Tommy Sugiarto, All England dan Mental yang Membelenggu
Tommy Sugiarto (badmintonindonesia.org)
Kurang dari sepekan lagi All England 2016 akan dimulai.
Turnamen bulu tangkis tertua sekaligus salah satu yang paling bergengsi akan
dihelat di Birmingham, Inggris sejak 8-13 Maret ini. Ajang akbar yang memasuki
edisi ke-106 itu menjadi bidikan sekaligus idaman setiap pebulutangkis dunia.
Mereka tak hanya ingin tampil mencari nama, dan memburu ‘kue’ dengan nilai
total 550.000 USD.
Para pebulutangkis pun ingin merebut 11.000 ribu poin yang
bakal jatuh ke tangan sang juara. Jumlah poin sebanyak itu lebih dari cukup
untuk ditabung dan menjadi modal berharga untuk digerai saat penghitungan poin
Olimpiade Rio de Janeiro pada Mei nanti. Dengan sisa waktu yang sedikit ini,
turnamen Yonex German Open 2016 menjadi ajang ‘pemanasan’ yang pas. Tak heran
sejumlah pebulutangkis Indonesia pun dikirim mengikuti kompetisi di RWE
Sporthalle, Mulheim an der Ruhr yang sudah dimulai sejak 1 hingga 6 Maret
nanti.
Kendala
Sayang tak semua pemain bisa ambil bagian pada turnamen level
grand prix gold ini. Tunggal putra masa depan Indonesia Anthony Ginting dan
Jonatan Christie serta finalis tahun lalu Della Destiara/Rosyita Eka tak bisa
tampil karena terkendala visa. Peluang untuk mendapatkan 7.000 poin dan ‘kue’
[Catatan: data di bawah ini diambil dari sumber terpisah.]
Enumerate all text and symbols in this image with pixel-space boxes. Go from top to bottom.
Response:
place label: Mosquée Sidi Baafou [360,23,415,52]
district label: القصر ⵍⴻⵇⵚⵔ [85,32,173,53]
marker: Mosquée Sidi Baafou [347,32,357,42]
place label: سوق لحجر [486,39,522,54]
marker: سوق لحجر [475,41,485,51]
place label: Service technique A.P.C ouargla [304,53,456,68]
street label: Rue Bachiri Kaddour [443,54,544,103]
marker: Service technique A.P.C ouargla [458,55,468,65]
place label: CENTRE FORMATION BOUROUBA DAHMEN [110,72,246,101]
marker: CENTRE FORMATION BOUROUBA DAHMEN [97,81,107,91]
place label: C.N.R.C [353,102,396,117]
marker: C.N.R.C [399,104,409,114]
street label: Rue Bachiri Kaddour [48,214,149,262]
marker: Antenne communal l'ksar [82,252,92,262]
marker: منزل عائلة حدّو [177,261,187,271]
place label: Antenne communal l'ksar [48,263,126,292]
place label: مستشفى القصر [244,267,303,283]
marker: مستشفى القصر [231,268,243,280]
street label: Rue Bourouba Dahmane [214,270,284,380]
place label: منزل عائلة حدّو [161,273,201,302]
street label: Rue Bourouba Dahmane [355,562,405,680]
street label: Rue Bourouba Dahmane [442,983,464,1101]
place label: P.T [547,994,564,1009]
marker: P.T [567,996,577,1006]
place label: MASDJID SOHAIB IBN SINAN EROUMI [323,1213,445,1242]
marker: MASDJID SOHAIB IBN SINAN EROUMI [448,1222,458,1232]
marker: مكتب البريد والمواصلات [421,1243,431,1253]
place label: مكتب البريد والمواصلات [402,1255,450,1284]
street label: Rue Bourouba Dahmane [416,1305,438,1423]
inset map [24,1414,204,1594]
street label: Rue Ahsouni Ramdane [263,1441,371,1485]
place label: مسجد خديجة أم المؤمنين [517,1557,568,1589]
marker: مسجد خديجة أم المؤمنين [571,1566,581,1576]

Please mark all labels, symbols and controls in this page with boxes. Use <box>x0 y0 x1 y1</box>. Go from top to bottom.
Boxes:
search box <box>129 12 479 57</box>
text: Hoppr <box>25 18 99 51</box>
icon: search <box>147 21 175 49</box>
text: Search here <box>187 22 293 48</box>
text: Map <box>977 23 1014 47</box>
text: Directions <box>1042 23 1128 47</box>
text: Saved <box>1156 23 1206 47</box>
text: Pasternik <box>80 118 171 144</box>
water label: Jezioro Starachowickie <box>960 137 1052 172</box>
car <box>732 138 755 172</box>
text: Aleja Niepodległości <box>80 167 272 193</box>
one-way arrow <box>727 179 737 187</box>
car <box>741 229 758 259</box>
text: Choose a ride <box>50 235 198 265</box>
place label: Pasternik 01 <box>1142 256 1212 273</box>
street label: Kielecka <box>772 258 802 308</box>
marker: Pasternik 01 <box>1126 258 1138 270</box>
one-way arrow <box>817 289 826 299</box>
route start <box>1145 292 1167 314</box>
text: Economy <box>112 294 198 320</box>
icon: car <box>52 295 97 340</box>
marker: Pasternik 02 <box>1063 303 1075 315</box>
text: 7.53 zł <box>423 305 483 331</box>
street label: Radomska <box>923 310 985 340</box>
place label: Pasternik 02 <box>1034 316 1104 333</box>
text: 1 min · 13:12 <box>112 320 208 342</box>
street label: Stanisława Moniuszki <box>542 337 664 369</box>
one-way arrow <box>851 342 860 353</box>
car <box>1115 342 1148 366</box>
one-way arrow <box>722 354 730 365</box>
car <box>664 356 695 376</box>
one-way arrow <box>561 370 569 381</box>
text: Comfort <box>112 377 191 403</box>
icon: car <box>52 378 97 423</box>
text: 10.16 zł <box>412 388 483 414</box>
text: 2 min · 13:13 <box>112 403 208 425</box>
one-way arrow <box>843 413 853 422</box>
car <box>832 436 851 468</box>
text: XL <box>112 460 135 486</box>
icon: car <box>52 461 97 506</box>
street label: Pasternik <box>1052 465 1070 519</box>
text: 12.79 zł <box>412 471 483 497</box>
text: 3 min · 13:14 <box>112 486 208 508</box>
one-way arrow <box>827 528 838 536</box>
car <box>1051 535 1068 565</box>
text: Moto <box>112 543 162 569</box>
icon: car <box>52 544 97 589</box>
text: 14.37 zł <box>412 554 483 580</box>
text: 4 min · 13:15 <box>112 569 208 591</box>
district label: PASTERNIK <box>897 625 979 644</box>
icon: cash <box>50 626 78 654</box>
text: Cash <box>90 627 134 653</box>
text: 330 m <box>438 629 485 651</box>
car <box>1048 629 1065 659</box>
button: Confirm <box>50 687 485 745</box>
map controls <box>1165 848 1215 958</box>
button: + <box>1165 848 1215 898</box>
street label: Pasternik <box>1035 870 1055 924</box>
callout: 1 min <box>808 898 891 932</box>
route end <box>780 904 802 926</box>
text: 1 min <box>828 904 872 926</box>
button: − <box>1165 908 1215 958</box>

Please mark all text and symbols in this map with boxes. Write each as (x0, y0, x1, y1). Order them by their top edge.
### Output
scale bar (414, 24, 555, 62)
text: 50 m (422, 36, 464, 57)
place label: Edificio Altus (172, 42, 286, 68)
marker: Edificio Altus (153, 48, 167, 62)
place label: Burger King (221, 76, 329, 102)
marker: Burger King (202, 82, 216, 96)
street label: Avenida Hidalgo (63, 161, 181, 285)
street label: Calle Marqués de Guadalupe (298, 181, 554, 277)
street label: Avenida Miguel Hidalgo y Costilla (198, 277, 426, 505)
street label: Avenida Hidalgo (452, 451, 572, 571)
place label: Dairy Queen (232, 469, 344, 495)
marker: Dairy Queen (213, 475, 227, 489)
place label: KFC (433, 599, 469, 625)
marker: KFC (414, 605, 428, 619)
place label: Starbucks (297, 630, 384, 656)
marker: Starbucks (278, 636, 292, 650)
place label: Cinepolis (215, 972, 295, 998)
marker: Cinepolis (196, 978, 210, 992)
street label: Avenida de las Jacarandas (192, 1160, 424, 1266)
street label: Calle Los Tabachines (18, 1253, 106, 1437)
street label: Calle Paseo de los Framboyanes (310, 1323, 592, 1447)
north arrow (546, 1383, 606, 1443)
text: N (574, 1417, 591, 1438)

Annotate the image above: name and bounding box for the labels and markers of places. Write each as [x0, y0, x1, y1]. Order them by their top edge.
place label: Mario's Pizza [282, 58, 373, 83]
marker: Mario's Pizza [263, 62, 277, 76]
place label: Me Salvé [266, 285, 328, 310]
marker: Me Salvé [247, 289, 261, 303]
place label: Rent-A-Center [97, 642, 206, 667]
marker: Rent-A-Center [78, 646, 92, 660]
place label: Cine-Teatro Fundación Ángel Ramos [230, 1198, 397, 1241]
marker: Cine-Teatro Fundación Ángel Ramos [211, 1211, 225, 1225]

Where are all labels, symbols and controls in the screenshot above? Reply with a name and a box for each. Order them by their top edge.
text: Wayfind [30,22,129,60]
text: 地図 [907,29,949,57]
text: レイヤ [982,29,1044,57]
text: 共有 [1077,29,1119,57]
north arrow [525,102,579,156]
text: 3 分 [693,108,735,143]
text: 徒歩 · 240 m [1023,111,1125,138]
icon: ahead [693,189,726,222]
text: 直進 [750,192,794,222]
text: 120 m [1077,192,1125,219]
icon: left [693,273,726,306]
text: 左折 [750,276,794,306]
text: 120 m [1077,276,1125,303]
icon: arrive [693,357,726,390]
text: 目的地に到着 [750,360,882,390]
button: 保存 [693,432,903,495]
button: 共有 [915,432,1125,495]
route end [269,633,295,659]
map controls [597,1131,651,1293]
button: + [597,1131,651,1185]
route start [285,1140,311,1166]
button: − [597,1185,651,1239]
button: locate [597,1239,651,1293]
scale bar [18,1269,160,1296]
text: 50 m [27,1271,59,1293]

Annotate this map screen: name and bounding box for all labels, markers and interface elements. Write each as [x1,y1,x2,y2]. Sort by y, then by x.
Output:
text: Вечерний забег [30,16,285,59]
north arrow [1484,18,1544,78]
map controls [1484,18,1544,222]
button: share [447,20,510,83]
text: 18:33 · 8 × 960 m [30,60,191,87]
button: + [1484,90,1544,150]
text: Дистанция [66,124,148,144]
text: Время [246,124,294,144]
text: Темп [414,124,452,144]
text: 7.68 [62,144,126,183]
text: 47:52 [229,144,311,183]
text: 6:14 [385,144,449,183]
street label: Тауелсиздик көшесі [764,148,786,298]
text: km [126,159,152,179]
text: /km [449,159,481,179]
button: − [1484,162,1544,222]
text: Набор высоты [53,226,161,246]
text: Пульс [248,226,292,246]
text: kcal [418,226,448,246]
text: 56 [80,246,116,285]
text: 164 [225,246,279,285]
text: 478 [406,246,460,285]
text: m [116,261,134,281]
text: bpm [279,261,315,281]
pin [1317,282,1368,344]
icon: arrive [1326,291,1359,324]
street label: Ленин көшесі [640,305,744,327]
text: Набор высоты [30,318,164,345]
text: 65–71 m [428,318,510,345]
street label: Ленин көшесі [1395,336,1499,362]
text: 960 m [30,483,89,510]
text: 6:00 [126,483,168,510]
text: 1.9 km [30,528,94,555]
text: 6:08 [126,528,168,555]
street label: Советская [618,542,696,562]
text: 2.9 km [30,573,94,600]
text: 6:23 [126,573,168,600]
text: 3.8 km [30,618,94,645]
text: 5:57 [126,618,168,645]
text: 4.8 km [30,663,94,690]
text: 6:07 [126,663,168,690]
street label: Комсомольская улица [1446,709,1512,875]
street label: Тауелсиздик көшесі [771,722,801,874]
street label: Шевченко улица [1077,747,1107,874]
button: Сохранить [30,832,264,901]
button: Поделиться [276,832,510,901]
hadiah dengan nilai total 120 ribu USD pun menguap.
Ketakhadiran sejumlah
pemain muda di ajang tersebut di sisi tertentu menjadi kesempatan mematangkan
diri jelang All England. Apalagi ini akan menjadi kesempatan perdana bagi
Jonathan Christie, Ihsan Maulana Mustofa dan Anthony Sinisuka Ginting untuk
ambil bagian di turnamen legendaris yang mulai digelar sejak 1899 itu.
Di All
England kali ini mereka tak dibebani target tinggi mengingat tingkat persaingan
yang sangat tinggi yang sudah dimulai sejak babak kualifikasi. Bahkan Jonatan
dan Ihsan (unggulan kedua kualifikasi) berpeluang ‘saling bunuh’ untuk
mendapatkan satu tiket babak utama. Sementara Anthony (unggulan tiga
kualifikasi) bila mampu melewati babak kualifikasi berpotensi jumpa pemain top
di babak pertama. Walau harus saling jegal lebih dini diharapkan mereka tetap
mempertontonkan penampilan cemerlang seperti di babak kualifikasi Piala Thomas
di Hyderabad, India pada awal tahun ini.
Lantas, bagaimana dengan tunggal putra
terbaik Indonesia, Tommy Sugiarto? Di India lalu Tommy tampil kurang maksimal.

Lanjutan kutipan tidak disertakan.